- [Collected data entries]
· · · ·

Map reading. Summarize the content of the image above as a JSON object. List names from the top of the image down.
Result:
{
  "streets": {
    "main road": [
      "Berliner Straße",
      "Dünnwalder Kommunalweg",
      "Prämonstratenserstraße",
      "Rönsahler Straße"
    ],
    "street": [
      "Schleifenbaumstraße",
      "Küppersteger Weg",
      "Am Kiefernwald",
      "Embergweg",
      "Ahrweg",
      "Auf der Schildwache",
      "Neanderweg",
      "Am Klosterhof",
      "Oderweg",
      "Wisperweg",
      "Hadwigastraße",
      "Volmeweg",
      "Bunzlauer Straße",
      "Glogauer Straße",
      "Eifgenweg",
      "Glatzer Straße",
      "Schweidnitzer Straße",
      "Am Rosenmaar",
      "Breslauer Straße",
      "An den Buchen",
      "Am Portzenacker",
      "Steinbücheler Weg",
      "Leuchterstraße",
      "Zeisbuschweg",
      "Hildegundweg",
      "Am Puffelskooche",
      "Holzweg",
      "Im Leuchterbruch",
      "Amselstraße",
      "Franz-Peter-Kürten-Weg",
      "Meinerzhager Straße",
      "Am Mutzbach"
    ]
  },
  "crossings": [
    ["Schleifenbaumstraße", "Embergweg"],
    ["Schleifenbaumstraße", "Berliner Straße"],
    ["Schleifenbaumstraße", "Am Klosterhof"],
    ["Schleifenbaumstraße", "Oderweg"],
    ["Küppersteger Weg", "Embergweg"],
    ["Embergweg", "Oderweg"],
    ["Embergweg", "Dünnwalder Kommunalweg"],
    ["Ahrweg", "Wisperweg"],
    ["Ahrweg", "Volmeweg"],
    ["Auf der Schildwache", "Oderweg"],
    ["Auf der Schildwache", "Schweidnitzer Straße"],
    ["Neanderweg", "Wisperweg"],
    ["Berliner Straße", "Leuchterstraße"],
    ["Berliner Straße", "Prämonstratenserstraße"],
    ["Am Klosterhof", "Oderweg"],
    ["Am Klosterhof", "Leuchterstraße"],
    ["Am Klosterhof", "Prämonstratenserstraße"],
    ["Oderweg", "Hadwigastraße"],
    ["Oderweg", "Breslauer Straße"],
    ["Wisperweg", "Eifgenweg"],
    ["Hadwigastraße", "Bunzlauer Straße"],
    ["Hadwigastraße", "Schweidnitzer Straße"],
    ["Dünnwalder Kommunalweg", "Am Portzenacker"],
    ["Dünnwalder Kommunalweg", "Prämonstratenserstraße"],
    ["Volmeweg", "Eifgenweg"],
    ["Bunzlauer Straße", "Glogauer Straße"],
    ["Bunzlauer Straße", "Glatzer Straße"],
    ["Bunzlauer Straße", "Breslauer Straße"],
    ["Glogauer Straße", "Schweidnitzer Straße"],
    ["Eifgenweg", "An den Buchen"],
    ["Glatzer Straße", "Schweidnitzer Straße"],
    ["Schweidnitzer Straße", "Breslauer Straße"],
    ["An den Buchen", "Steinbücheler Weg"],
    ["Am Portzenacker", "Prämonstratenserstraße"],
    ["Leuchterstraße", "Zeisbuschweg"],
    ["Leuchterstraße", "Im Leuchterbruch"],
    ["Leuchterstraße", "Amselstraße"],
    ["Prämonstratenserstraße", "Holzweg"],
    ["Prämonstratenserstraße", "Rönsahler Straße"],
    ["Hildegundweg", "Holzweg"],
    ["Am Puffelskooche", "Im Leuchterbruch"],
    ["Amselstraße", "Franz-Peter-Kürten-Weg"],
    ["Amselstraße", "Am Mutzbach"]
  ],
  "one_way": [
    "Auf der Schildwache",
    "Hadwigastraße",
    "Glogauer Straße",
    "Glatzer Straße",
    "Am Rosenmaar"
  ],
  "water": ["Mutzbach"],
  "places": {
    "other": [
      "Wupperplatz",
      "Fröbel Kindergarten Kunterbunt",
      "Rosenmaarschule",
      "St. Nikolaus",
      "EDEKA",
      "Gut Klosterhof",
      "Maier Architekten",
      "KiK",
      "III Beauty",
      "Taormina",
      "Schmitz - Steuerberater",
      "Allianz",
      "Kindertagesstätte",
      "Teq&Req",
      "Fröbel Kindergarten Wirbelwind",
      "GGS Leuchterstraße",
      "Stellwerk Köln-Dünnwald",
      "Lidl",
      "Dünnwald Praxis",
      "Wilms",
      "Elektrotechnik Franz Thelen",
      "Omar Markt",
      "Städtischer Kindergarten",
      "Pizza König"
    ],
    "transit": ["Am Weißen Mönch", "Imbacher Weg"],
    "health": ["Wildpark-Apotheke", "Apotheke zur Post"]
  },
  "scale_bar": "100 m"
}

· · · ·

- [Description of the task]
Among the entries above, determine how many lines contain "Hadwigastraße", then output only that number.

- [The completed task]
5